I sometimes feel like I'm sitting in my head, in a comfy chair, watching my life pass by, like I'm in some room with a great window watching over the life occuring below. It's interesting to see how easily...I can't find the word...changeable? I can be. I haven't talked to them for probably a month or so, and then one day they call, and I'm spending the rest of the day with them, staying the weekend with them, its like..."whoa? How'd I get here?" For some reason, I just couldn't say /no/. Not because I was like, should I or shouldn't I? I simply never considered the No, it was an automatic, Sure, why not? I enjoy helping her, I'm tutoring her in Math, and I like spending time, but it's so awkward. She's a year younger than me, which means she shouldn't be too different, right? I don't know. I can't say wrong, but it certainly isn't Right. There are several things that you think of someone, and I...well, I just can't think of what is what, it's just too much to post here. I just know, and I'm sorry to say, but I'll be relieved when I've moved away for college, and not be in reaching distance.
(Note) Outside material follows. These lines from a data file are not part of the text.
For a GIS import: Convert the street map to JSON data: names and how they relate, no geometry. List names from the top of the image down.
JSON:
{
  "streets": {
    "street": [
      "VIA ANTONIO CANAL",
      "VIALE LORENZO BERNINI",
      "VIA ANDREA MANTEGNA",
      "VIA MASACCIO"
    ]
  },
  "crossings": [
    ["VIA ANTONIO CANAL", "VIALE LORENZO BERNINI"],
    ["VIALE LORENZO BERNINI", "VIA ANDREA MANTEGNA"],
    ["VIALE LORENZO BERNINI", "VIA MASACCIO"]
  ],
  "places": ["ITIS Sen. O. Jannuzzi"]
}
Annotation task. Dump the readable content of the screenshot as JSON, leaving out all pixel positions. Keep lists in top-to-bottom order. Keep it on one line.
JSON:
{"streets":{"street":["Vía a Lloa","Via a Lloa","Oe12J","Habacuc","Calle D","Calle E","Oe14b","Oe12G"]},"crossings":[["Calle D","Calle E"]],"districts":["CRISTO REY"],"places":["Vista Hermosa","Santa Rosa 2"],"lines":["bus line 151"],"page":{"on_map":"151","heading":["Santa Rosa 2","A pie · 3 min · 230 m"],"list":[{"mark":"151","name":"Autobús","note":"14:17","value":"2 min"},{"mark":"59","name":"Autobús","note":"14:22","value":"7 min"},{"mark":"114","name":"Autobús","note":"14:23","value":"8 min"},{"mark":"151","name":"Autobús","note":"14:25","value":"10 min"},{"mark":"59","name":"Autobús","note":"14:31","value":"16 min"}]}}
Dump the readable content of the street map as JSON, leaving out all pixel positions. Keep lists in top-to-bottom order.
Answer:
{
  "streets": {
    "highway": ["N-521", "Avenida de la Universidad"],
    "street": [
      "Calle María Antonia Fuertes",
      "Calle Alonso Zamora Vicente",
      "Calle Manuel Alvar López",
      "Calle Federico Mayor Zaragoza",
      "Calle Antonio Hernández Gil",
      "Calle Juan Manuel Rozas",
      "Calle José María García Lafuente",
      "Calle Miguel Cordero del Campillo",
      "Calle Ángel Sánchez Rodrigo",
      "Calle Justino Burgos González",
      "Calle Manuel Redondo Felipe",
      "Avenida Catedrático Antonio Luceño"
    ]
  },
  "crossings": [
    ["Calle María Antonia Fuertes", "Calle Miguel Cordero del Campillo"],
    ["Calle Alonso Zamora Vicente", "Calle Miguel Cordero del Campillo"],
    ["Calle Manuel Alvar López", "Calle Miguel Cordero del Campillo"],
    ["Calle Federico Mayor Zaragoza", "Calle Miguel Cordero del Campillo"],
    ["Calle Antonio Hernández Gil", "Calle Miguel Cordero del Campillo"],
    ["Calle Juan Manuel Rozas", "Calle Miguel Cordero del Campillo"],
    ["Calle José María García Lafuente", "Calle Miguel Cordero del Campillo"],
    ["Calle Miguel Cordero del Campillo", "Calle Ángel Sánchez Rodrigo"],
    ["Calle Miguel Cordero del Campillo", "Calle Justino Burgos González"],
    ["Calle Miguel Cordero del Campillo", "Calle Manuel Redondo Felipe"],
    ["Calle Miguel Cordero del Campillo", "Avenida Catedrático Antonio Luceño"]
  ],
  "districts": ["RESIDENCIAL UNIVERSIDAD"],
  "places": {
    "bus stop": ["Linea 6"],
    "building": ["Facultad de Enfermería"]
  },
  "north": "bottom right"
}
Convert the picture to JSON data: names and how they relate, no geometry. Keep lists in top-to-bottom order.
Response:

She's my friend, but it's just too awkward for me. When I'm there it's like, "I'm so glad you're over here, because when you're here, she just gets motivated." And I feel like there's some obligation to her....They always say I'm like family, but her and her mom, I love them very much, but I don't feel the same....Oh, we've known each other for 8, 9 who cares how many years, but people change, she changed, I changed. I don't know. If anything ever happens like what happened last time, I don't think it'll go past 10 years.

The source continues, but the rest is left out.